[EXTRACTED DATA]
◇ ◇ ◇ ◇ ◇ ◇ ◇

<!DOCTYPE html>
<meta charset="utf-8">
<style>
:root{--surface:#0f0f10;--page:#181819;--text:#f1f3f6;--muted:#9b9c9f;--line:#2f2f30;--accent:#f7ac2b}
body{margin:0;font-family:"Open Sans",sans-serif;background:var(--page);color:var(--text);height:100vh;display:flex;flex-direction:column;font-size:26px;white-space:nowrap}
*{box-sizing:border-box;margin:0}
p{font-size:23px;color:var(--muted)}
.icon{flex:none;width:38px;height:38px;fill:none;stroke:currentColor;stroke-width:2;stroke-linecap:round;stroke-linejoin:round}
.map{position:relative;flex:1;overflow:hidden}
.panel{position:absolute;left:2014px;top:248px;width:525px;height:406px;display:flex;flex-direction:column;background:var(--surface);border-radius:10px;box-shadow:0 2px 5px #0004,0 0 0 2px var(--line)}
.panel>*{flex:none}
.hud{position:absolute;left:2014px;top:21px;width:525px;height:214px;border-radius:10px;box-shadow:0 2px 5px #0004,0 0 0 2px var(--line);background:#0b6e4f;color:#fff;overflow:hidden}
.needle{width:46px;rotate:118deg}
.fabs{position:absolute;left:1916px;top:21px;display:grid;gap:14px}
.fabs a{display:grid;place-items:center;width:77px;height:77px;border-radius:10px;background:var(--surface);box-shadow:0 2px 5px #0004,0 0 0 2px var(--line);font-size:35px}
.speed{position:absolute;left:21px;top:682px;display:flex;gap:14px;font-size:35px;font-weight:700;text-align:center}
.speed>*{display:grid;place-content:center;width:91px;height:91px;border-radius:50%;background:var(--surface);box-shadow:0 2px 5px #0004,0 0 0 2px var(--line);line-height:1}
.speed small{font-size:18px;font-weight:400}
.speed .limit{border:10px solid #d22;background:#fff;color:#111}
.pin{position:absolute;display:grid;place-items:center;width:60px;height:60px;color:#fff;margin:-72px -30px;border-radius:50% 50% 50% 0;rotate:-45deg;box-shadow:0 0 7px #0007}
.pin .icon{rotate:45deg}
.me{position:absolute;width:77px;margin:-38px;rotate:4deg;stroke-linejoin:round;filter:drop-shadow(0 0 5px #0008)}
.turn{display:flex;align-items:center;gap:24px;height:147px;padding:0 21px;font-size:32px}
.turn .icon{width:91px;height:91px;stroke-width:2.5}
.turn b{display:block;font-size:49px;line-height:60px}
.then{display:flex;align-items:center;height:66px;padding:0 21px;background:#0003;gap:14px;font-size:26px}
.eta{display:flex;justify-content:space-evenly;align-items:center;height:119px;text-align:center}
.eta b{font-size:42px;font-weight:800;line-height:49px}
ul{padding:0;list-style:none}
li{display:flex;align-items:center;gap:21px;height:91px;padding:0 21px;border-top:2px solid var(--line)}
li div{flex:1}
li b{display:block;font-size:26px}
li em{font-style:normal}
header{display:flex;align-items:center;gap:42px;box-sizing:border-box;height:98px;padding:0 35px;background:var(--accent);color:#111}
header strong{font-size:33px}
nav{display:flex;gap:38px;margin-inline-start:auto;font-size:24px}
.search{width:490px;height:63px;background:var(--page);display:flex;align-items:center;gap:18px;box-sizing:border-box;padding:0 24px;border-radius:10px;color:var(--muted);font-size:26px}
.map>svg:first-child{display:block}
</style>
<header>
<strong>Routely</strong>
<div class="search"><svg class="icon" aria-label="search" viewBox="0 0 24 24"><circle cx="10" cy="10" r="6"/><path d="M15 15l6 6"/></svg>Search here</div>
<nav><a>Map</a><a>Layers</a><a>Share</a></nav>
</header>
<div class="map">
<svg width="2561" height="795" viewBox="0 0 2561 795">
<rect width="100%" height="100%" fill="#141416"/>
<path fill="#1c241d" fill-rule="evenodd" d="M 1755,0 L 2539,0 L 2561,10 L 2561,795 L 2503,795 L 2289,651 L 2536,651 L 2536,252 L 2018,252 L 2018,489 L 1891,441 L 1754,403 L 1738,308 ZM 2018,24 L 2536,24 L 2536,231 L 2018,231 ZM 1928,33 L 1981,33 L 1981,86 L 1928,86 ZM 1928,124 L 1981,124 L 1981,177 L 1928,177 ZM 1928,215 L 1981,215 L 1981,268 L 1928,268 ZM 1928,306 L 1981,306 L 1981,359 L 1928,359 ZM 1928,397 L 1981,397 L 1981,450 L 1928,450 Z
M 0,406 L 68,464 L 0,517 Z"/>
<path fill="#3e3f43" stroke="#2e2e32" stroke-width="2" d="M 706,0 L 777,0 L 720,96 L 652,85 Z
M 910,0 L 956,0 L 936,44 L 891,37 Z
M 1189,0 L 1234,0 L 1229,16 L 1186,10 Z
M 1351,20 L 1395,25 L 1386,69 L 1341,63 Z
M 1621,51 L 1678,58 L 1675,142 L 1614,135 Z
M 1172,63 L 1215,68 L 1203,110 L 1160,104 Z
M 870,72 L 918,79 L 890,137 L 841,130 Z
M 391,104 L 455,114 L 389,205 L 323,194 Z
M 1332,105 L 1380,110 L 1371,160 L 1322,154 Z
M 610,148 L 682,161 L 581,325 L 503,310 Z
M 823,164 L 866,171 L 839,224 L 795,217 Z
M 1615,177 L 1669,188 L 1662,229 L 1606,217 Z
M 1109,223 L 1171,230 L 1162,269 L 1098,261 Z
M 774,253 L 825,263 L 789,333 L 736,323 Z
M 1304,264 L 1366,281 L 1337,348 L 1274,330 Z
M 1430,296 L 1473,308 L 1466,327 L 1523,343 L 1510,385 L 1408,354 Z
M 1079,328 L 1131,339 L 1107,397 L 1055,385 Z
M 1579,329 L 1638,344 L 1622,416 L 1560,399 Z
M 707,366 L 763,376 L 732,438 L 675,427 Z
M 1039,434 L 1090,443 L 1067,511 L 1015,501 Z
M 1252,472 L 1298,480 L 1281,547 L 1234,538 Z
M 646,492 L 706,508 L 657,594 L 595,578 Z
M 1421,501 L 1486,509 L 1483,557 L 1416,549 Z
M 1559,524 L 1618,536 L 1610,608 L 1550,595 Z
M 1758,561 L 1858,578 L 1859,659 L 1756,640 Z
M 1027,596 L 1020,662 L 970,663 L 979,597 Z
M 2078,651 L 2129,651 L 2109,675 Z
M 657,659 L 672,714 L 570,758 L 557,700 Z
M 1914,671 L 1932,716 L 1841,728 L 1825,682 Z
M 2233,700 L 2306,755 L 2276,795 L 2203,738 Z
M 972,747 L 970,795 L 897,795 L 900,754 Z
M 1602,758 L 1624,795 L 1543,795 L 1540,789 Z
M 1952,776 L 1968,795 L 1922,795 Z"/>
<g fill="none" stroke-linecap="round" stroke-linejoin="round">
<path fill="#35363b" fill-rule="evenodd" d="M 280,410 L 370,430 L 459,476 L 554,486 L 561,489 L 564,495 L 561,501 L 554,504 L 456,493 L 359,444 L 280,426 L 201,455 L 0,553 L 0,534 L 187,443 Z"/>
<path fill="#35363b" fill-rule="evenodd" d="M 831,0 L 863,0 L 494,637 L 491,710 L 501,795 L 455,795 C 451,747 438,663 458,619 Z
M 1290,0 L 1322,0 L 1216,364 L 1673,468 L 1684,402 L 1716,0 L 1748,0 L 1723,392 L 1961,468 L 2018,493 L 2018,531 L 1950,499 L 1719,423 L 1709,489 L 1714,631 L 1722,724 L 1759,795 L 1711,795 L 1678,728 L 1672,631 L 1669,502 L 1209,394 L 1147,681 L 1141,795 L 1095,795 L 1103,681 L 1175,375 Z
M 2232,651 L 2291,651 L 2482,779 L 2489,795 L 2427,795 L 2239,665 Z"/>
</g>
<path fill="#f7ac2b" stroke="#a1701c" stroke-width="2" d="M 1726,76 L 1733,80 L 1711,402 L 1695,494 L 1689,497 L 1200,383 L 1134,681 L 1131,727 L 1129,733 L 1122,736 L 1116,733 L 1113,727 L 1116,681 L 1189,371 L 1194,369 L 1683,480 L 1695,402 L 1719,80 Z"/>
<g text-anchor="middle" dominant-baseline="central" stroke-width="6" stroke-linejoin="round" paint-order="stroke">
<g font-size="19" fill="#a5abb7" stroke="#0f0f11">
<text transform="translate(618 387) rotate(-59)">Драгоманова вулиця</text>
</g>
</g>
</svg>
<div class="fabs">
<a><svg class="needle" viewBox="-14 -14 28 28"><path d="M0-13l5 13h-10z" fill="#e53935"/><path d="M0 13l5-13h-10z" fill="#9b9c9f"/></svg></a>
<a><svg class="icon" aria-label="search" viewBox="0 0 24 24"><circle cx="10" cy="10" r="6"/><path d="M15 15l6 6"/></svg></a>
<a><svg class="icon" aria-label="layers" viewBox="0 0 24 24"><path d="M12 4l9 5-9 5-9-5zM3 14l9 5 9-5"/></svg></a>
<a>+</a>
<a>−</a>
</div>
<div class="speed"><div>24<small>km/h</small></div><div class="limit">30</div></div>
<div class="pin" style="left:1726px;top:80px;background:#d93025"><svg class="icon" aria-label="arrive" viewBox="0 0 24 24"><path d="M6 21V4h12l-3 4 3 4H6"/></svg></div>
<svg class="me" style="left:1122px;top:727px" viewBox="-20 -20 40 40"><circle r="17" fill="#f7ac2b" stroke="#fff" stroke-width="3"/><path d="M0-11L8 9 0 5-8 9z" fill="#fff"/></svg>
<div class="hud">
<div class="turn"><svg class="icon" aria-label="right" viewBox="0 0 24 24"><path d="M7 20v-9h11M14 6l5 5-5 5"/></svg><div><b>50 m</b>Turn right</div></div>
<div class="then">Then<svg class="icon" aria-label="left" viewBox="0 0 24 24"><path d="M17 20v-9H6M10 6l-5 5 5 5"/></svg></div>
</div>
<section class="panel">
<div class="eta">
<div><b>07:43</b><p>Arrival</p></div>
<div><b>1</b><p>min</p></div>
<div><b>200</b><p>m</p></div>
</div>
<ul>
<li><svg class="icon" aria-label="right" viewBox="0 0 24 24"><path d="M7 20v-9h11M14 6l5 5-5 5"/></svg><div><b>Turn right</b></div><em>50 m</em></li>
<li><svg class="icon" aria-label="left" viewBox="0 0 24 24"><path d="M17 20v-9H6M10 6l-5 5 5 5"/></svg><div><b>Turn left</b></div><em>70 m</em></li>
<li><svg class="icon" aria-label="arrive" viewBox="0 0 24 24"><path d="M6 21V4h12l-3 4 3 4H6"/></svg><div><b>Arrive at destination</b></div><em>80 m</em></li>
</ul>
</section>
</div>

◇ ◇ ◇ ◇ ◇ ◇ ◇

[TASK TO CARRY OUT]
List each line of the entries that holds the string "column".

[SOLUTION FOR THIS TASK]
body{margin:0;font-family:"Open Sans",sans-serif;background:var(--page);color:var(--text);height:100vh;display:flex;flex-direction:column;font-size:26px;white-space:nowrap}
.panel{position:absolute;left:2014px;top:248px;width:525px;height:406px;display:flex;flex-direction:column;background:var(--surface);border-radius:10px;box-shadow:0 2px 5px #0004,0 0 0 2px var(--line)}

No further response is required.